((

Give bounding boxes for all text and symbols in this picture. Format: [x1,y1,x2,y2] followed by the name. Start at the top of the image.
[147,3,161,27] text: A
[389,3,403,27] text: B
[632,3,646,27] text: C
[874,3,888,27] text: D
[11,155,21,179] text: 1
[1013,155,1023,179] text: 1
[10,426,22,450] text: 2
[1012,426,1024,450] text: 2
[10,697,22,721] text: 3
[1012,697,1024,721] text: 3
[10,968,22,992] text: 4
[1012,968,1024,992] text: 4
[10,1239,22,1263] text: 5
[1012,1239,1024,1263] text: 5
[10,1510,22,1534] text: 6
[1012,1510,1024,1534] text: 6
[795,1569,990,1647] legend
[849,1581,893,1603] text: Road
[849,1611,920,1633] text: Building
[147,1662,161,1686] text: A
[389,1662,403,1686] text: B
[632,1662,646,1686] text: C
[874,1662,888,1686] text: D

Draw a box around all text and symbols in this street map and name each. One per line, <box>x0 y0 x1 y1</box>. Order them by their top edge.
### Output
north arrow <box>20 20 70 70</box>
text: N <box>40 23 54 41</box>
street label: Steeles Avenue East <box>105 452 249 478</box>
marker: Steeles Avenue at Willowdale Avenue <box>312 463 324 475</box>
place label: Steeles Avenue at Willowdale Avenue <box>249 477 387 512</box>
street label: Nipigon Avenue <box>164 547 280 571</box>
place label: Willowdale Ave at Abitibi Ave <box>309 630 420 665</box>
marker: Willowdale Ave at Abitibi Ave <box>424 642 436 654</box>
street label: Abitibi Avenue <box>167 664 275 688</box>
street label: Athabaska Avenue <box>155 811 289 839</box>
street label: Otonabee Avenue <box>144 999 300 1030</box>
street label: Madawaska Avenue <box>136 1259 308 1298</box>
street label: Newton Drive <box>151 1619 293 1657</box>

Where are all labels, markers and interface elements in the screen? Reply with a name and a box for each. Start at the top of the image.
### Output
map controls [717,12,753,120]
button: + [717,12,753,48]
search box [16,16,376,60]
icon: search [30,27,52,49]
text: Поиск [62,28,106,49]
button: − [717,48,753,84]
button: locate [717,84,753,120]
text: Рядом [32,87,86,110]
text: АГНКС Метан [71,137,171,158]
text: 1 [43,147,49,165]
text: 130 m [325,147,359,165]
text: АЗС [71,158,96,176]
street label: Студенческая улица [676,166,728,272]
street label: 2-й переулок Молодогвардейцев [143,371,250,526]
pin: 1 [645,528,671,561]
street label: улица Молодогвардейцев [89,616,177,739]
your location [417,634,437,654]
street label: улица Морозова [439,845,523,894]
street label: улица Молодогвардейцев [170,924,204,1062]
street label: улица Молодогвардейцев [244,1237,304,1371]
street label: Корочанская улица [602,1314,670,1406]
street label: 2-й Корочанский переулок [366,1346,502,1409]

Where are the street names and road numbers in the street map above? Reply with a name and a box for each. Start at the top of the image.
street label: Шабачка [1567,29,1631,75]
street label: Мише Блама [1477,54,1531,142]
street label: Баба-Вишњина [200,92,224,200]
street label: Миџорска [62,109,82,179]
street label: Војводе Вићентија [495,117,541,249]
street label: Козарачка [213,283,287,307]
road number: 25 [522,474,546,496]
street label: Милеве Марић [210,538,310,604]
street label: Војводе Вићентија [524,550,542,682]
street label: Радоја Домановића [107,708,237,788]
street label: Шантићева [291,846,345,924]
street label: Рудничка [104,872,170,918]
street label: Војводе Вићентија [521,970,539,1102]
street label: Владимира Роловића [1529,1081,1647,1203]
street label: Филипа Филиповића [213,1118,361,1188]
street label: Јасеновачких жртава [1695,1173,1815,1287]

))

| The problem |
Word for word, extract all the records.

| Exercise response |
Give bounding boxes for all text and symbols in this picture. Format: [x1,y1,x2,y2] followed by the name. Start at the top of the image.
[147,3,161,27] text: A
[389,3,403,27] text: B
[632,3,646,27] text: C
[874,3,888,27] text: D
[11,155,21,179] text: 1
[1013,155,1023,179] text: 1
[10,426,22,450] text: 2
[1012,426,1024,450] text: 2
[10,697,22,721] text: 3
[1012,697,1024,721] text: 3
[10,968,22,992] text: 4
[1012,968,1024,992] text: 4
[10,1239,22,1263] text: 5
[1012,1239,1024,1263] text: 5
[10,1510,22,1534] text: 6
[1012,1510,1024,1534] text: 6
[795,1569,990,1647] legend
[849,1581,893,1603] text: Road
[849,1611,920,1633] text: Building
[147,1662,161,1686] text: A
[389,1662,403,1686] text: B
[632,1662,646,1686] text: C
[874,1662,888,1686] text: D

Draw a box around all text and symbols in this street map and name each. One per line, <box>x0 y0 x1 y1</box>. Order them by their top edge.
### Output
north arrow <box>20 20 70 70</box>
text: N <box>40 23 54 41</box>
street label: Steeles Avenue East <box>105 452 249 478</box>
marker: Steeles Avenue at Willowdale Avenue <box>312 463 324 475</box>
place label: Steeles Avenue at Willowdale Avenue <box>249 477 387 512</box>
street label: Nipigon Avenue <box>164 547 280 571</box>
place label: Willowdale Ave at Abitibi Ave <box>309 630 420 665</box>
marker: Willowdale Ave at Abitibi Ave <box>424 642 436 654</box>
street label: Abitibi Avenue <box>167 664 275 688</box>
street label: Athabaska Avenue <box>155 811 289 839</box>
street label: Otonabee Avenue <box>144 999 300 1030</box>
street label: Madawaska Avenue <box>136 1259 308 1298</box>
street label: Newton Drive <box>151 1619 293 1657</box>

Where are all labels, markers and interface elements in the screen? Reply with a name and a box for each. Start at the top of the image.
### Output
map controls [717,12,753,120]
button: + [717,12,753,48]
search box [16,16,376,60]
icon: search [30,27,52,49]
text: Поиск [62,28,106,49]
button: − [717,48,753,84]
button: locate [717,84,753,120]
text: Рядом [32,87,86,110]
text: АГНКС Метан [71,137,171,158]
text: 1 [43,147,49,165]
text: 130 m [325,147,359,165]
text: АЗС [71,158,96,176]
street label: Студенческая улица [676,166,728,272]
street label: 2-й переулок Молодогвардейцев [143,371,250,526]
pin: 1 [645,528,671,561]
street label: улица Молодогвардейцев [89,616,177,739]
your location [417,634,437,654]
street label: улица Морозова [439,845,523,894]
street label: улица Молодогвардейцев [170,924,204,1062]
street label: улица Молодогвардейцев [244,1237,304,1371]
street label: Корочанская улица [602,1314,670,1406]
street label: 2-й Корочанский переулок [366,1346,502,1409]

Where are the street names and road numbers in the street map above? Reply with a name and a box for each. Start at the top of the image.
street label: Шабачка [1567,29,1631,75]
street label: Мише Блама [1477,54,1531,142]
street label: Баба-Вишњина [200,92,224,200]
street label: Миџорска [62,109,82,179]
street label: Војводе Вићентија [495,117,541,249]
street label: Козарачка [213,283,287,307]
road number: 25 [522,474,546,496]
street label: Милеве Марић [210,538,310,604]
street label: Војводе Вићентија [524,550,542,682]
street label: Радоја Домановића [107,708,237,788]
street label: Шантићева [291,846,345,924]
street label: Рудничка [104,872,170,918]
street label: Војводе Вићентија [521,970,539,1102]
street label: Владимира Роловића [1529,1081,1647,1203]
street label: Филипа Филиповића [213,1118,361,1188]
street label: Јасеновачких жртава [1695,1173,1815,1287]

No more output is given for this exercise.